Three years on, Nellie has done nothing fruit-wise and hasn’t even flowered much, which might say something about the cruelty to plants inflicted by a largely organic but also veggo gardener who has qualms about blood and bone.  That said, the dark-green vine hasn’t minded one bit, and has appeared everywhere in the garden, threading its way through the wallaby grass, swarming up the fig trees, and, during our tip away, anchoring the bamboo garden gate to the ground.  My “wait and see” weeding philosophy has spawned a tribe of voracious suckers from the root-stock passiflora caerula.  A beginners’ error, I have realised, after some research, especially on Hawkesbury sandstone.

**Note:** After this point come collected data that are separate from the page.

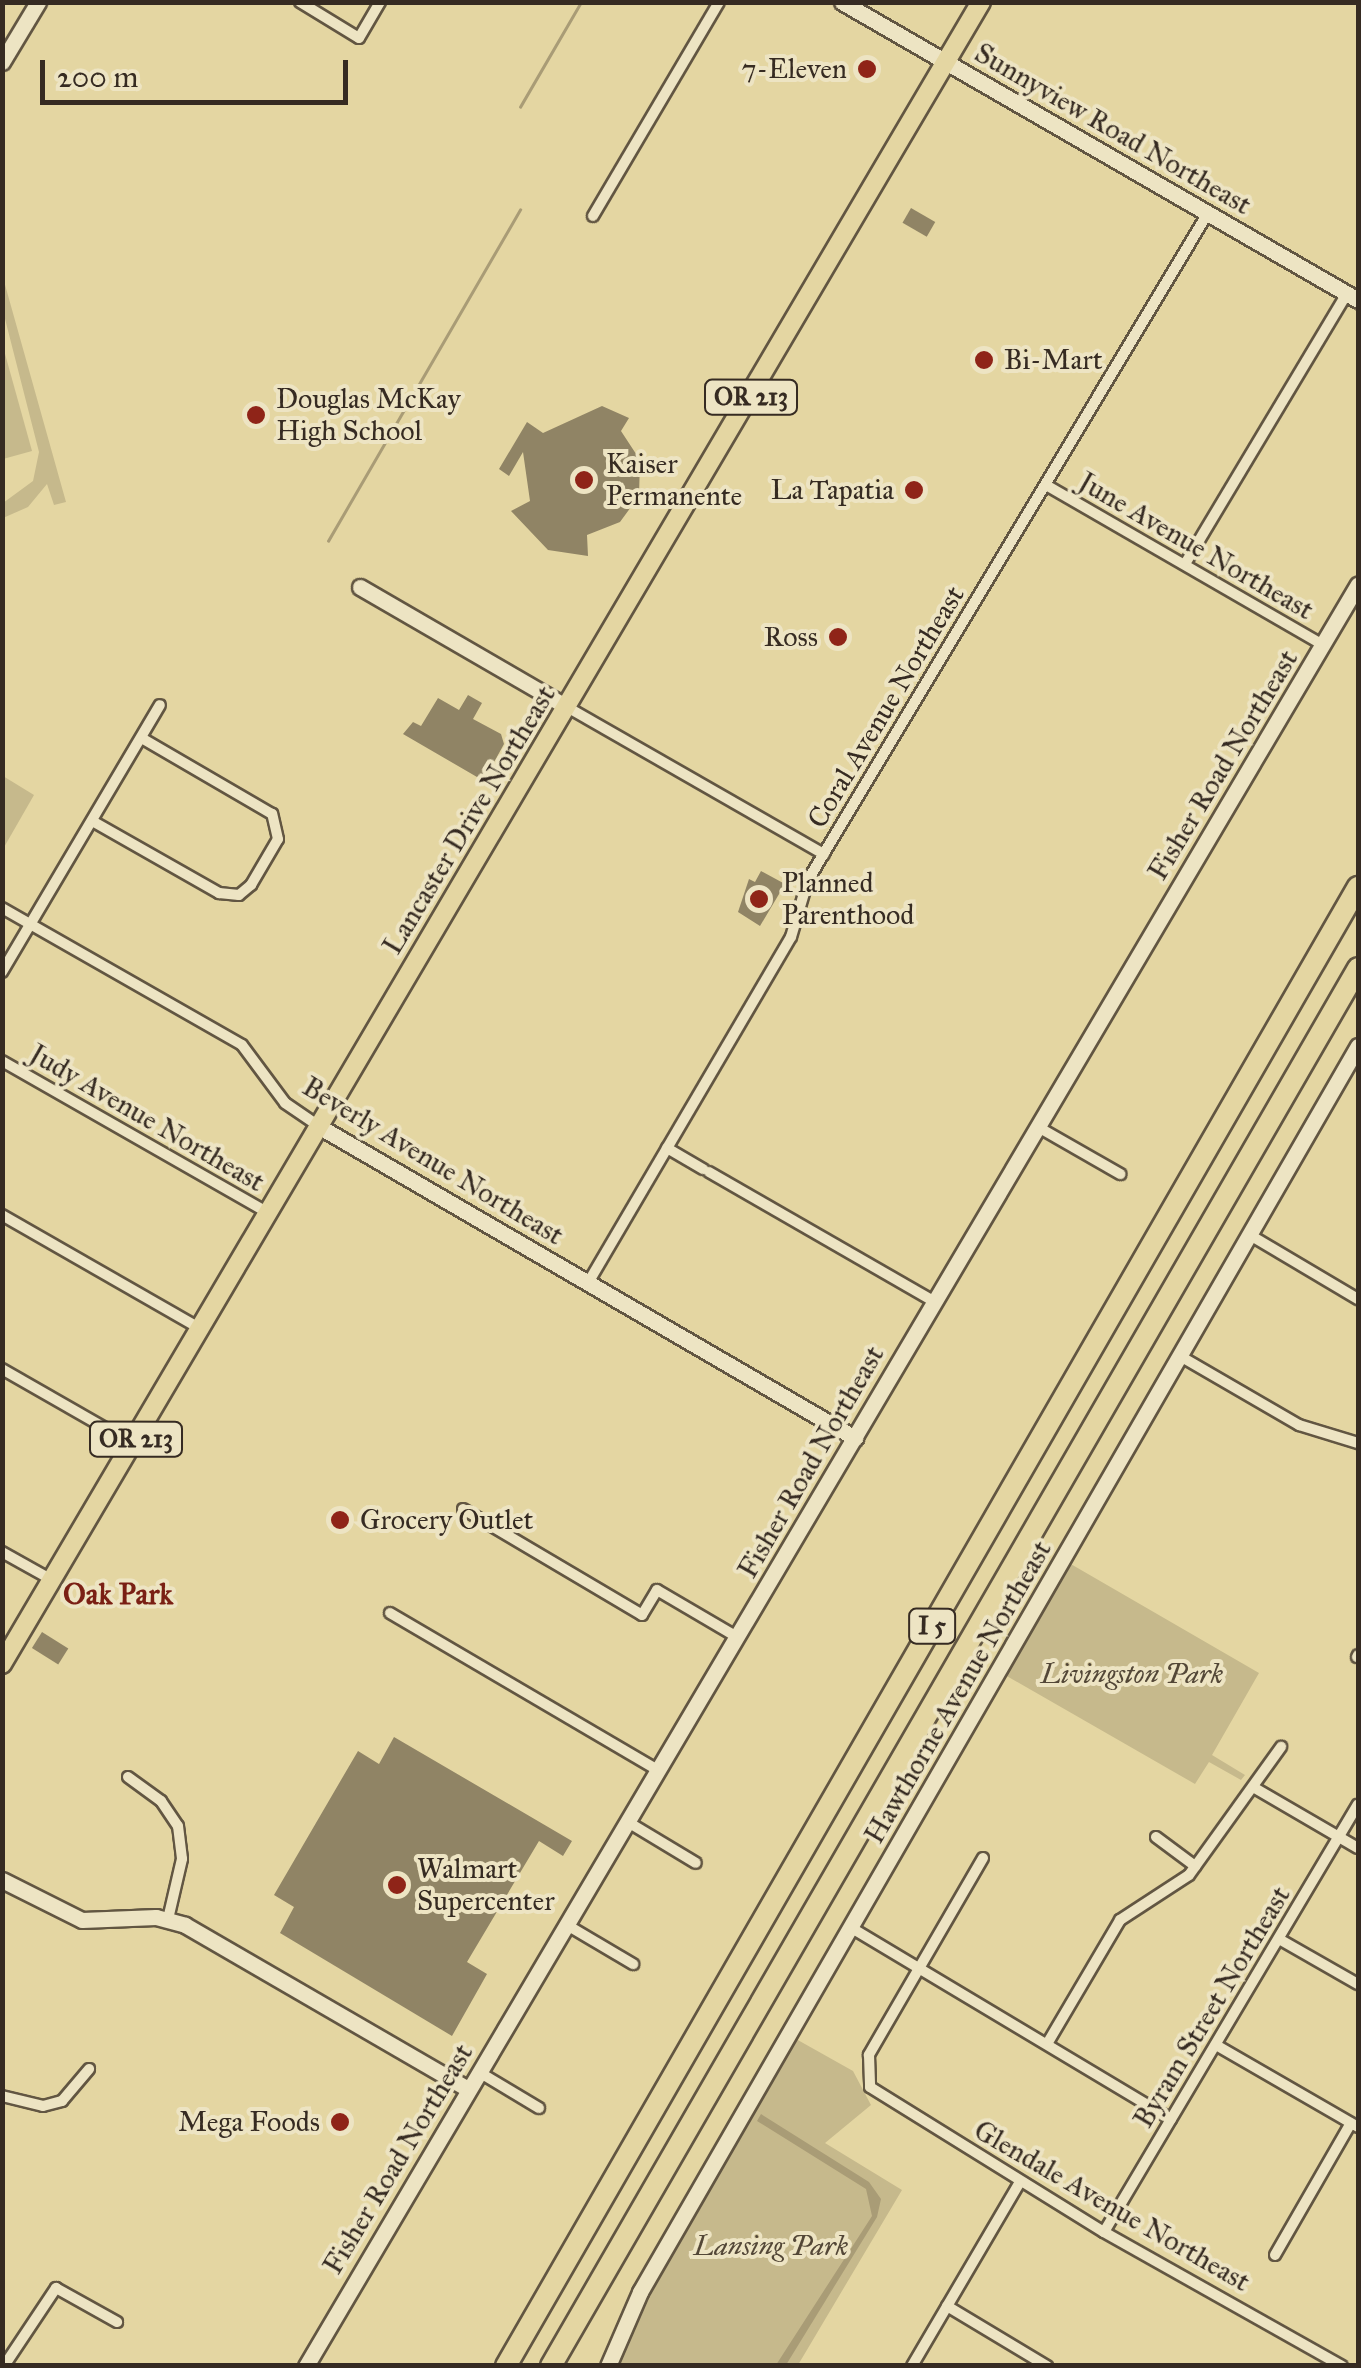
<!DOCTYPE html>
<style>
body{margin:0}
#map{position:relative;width:1361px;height:2368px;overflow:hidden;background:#e4d6a2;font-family:"IM FELL Great Primer",serif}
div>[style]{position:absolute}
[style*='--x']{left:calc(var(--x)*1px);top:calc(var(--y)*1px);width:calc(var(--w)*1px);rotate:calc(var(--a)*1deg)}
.green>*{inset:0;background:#c6b98c}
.water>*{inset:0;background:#a99c76}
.stream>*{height:2.5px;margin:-1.25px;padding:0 1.25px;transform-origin:1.25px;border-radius:1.25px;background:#a99c76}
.building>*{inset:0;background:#908465;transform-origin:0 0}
.roads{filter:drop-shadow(2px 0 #625642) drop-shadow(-2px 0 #625642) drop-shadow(0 2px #625642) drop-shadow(0 -2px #625642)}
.street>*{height:10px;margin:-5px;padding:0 5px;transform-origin:5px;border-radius:5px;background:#ede4c3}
.secondary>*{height:15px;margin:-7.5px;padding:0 7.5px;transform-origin:7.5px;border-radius:7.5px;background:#ede4c3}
.primary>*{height:18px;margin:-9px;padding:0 9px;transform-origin:9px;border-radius:9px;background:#e4d6a2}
.highway>*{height:20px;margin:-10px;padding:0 10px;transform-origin:10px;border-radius:10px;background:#e4d6a2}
.dots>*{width:28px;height:28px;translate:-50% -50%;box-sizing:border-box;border:5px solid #ede4c3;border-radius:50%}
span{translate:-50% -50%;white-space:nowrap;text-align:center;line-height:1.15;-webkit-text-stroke:8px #ede4c3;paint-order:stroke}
.shield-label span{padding:2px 8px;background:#ede4c3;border:2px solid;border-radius:8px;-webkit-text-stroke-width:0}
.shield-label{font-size:25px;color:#362b22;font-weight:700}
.poi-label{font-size:28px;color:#362b22}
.right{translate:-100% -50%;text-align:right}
.left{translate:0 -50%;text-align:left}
.street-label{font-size:28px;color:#362b22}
.park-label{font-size:28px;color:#534737;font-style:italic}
.neighbourhood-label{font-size:30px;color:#7a1f14;font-weight:700}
.frame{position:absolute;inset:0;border:5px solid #362b22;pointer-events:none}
.scale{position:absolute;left:40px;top:60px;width:308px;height:45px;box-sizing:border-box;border:5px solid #362b22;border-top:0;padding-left:12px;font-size:30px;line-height:35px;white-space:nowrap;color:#362b22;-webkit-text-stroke:8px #ede4c3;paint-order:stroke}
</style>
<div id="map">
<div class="green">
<i style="clip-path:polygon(2px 274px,66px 502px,54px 505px,47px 484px,28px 507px,3px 518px,3px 503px,33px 481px,39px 452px,3px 311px)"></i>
<i style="clip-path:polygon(2px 343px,32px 451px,3px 459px,2px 459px)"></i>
<i style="clip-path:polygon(3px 776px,34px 795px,3px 849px)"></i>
<i style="clip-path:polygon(1069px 1563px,1259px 1673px,1212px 1755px,1245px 1775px,1241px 1780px,1209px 1762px,1195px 1784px,1005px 1675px)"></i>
<i style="clip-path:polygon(796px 2039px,853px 2071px,871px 2105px,825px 2143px,902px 2190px,798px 2365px,614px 2366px,655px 2279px)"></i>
</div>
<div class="water">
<i style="clip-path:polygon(761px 2114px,869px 2182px,881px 2199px,877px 2217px,786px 2365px,776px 2365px,872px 2216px,866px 2189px,757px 2121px)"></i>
</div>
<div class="stream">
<i style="--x:520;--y:107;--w:121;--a:-59.8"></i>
<i style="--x:328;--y:541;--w:383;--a:-59.9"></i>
</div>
<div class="building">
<i style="left:911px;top:208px;width:28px;height:17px;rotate:30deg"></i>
<i style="clip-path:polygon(602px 406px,629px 418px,621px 431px,640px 460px,639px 496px,620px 522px,587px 535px,588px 556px,548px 550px,511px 511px,530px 501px,523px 452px,509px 476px,499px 469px,527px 422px,543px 433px)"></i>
<i style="clip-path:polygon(468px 695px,482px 703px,473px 719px,501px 734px,504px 744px,487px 775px,477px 777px,403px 734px,413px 722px,421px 726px,438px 698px,459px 710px)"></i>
<i style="clip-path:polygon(761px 871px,785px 884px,760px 926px,738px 912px,749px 879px,755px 882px)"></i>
<i style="left:42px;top:1632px;width:31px;height:19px;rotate:32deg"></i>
<i style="clip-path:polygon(394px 1737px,572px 1841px,563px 1856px,539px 1841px,467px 1962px,487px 1974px,452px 2036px,280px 1933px,294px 1907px,274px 1895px,341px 1780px,358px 1751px,379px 1764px)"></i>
</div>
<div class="roads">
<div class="street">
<i style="--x:300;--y:2;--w:69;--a:31.4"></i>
<i style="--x:359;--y:38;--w:42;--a:-59.7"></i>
<i style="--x:593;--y:216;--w:248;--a:-59.5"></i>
<i style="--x:1046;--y:485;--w:320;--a:30"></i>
<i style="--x:1185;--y:564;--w:316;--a:-59.1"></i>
<i style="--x:567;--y:707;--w:296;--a:29.8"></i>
<i style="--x:94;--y:822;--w:144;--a:29.6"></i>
<i style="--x:219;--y:893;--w:20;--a:6"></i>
<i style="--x:239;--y:895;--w:16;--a:-40"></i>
<i style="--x:251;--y:885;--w:53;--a:-59.6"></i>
<i style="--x:278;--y:839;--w:26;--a:-103"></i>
<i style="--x:272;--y:814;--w:149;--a:-149.8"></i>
<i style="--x:2;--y:908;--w:276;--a:29.7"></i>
<i style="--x:242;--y:1045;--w:72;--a:53.4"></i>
<i style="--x:285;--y:1103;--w:42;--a:34.4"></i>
<i style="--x:2;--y:972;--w:310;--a:-59.4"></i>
<i style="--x:2;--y:1061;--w:307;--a:29.7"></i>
<i style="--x:1038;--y:1127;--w:95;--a:29.8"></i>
<i style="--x:667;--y:1148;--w:42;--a:30.3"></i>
<i style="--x:709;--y:1172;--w:261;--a:29.9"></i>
<i style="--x:2;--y:1215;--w:229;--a:29.8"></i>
<i style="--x:1250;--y:1235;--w:126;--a:30.7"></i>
<i style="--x:588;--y:1283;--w:401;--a:-59.6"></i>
<i style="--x:791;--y:937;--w:59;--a:-73.4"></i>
<i style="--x:808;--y:880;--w:778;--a:-59.05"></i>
<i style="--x:1180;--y:1356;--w:138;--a:30.1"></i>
<i style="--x:1299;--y:1425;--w:62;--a:17"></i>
<i style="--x:2;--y:1369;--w:151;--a:29.8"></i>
<i style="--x:463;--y:1509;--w:208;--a:30.6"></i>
<i style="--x:642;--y:1615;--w:29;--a:-59"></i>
<i style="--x:657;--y:1590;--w:93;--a:30.4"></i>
<i style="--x:2;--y:1552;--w:57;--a:29.2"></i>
<i style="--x:390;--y:1613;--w:311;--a:30.4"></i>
<i style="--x:1357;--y:1657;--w:2;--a:-63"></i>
<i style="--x:128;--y:1777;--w:41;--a:36"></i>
<i style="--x:161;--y:1801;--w:30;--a:56"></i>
<i style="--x:178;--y:1826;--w:33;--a:83"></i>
<i style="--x:182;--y:1859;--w:62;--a:103.1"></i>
<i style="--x:1253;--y:1787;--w:121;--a:30.2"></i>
<i style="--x:628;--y:1822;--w:79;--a:31.1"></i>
<i style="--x:1156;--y:1837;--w:49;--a:36.6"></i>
<i style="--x:983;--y:1858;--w:228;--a:120.1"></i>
<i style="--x:869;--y:2055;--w:32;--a:88"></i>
<i style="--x:870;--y:2087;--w:275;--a:31.8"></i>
<i style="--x:1104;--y:2232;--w:273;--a:29.4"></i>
<i style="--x:567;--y:1925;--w:77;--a:30.6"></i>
<i style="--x:850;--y:1927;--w:374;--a:30.9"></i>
<i style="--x:1279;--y:1939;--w:91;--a:29.7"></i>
<i style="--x:1047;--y:2044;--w:144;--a:-59.5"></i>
<i style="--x:1120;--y:1920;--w:82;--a:-33.1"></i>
<i style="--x:1189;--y:1875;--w:158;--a:-54.3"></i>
<i style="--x:1216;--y:2045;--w:164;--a:30"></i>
<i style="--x:479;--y:2072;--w:70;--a:31"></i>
<i style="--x:2;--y:2096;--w:42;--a:13.7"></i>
<i style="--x:43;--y:2106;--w:20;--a:-15"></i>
<i style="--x:62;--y:2101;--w:42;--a:-49.8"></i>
<i style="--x:1104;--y:2232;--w:497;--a:-59.3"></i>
<i style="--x:1275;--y:2255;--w:152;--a:-60.1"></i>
<i style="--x:947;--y:2306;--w:117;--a:31"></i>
<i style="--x:4;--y:2366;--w:94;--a:-56.3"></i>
<i style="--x:56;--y:2288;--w:70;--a:29.1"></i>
<i style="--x:912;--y:2366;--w:213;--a:-59.6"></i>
</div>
<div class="secondary">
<i style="--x:842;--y:2;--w:596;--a:30.01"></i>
<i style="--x:2;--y:62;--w:70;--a:-59"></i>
<i style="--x:360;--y:587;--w:239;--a:30.1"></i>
<i style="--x:320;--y:1127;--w:619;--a:30.17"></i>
<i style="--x:2;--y:1880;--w:89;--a:26.6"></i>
<i style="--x:82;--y:1920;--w:74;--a:-2.3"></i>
<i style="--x:156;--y:1917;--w:30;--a:15"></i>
<i style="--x:185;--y:1925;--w:327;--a:30.1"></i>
<i style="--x:306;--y:2366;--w:2069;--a:-59.44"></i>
<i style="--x:608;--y:2366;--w:81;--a:-66.6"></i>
<i style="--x:640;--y:2292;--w:1438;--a:-60.05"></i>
</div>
<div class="primary">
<i style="--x:2;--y:1664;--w:1929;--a:-59.5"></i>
</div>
<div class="highway">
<i style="--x:506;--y:2366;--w:1707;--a:-60.06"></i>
<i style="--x:551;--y:2366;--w:1614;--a:-60"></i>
</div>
</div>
<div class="dots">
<i style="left:867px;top:69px;background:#8f2418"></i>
<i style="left:984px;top:360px;background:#8f2418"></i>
<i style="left:256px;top:415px;background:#8f2418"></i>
<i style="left:584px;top:480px;background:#8f2418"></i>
<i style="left:914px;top:490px;background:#8f2418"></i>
<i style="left:838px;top:637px;background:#8f2418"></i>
<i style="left:759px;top:899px;background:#8f2418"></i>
<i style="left:340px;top:1520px;background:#8f2418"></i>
<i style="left:397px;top:1885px;background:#8f2418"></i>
<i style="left:340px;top:2122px;background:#8f2418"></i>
</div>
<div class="shield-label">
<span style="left:751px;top:397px">OR 213</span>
<span style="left:136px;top:1439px">OR 213</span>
<span style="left:932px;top:1626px">I 5</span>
</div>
<div class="poi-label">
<span class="right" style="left:847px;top:69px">7-Eleven</span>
<span class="left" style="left:1004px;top:360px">Bi-Mart</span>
<span class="left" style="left:276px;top:415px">Douglas McKay<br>High School</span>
<span class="left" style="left:606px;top:480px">Kaiser<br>Permanente</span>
<span class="right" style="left:894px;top:490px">La Tapatia</span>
<span class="right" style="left:818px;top:637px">Ross</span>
<span class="left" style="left:782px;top:899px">Planned<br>Parenthood</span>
<span class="left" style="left:360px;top:1520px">Grocery Outlet</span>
<span class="left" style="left:417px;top:1885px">Walmart<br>Supercenter</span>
<span class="right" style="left:320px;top:2122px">Mega Foods</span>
</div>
<div class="street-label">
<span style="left:1113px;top:129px;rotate:30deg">Sunnyview Road Northeast</span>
<span style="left:1196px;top:546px;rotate:30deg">June Avenue Northeast</span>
<span style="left:886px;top:707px;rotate:-59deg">Coral Avenue Northeast</span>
<span style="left:1223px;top:765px;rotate:-59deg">Fisher Road Northeast</span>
<span style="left:469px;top:820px;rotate:-59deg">Lancaster Drive Northeast</span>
<span style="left:147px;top:1118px;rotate:30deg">Judy Avenue Northeast</span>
<span style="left:433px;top:1161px;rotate:31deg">Beverly Avenue Northeast</span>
<span style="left:811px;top:1462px;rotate:-60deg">Fisher Road Northeast</span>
<span style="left:958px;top:1692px;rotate:-60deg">Hawthorne Avenue Northeast</span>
<span style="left:1212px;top:2007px;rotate:-59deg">Byram Street Northeast</span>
<span style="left:398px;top:2159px;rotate:-59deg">Fisher Road Northeast</span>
<span style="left:1112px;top:2206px;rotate:30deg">Glendale Avenue Northeast</span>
</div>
<div class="park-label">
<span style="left:1132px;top:1674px">Livingston Park</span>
<span style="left:771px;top:2246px">Lansing Park</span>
</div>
<div class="neighbourhood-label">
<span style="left:118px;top:1594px">Oak Park</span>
</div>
<div class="frame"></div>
<div class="scale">200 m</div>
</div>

Nellie’s got to go.  The plant and its Mr Hyde companion vine, almost as large, are summarily executed.  In a surprisingly short time, the contents of half a black passionfruit emptied into in a pot of seed-raising mix on the windowsill has germinated, despite predictions that it might take months.  Once the corpse of Nellie has been disposed of, one or two of these babies will replace her, and will hopefully survive the root rots to which the non-graft fruit are apparently prone.

I’ve clocked, of course, what that tarpaulin was all about.  Someone who lived here before, that person who we’ve often cursed for planting huge stands of reportable weeds and using only two screws in all the door hinges, made the same mistake.  Someone before me, on a whim, probably at Bunnings, bought one of Nellie’s clone sisters years ago, planted it in the very same spot, and then had to take drastic measures to keep the suckering hordes at bay.

One day (when my body is taken out of this place in a box)  maybe someone else will rip out my fruit trees, put a lawn across my asparagus and spray Round Up on the scurvy grass, kidney weed and native geranium that have crept back where the spider plants and trad used to run riot.  Maybe there’ll be a townhouse and a double-car garage where my mulberry tree is.  Perhaps the best I can hope is that someone will pull out my non-grafted passionfruit, muttering about root rot, and put in another Nellie Kelly.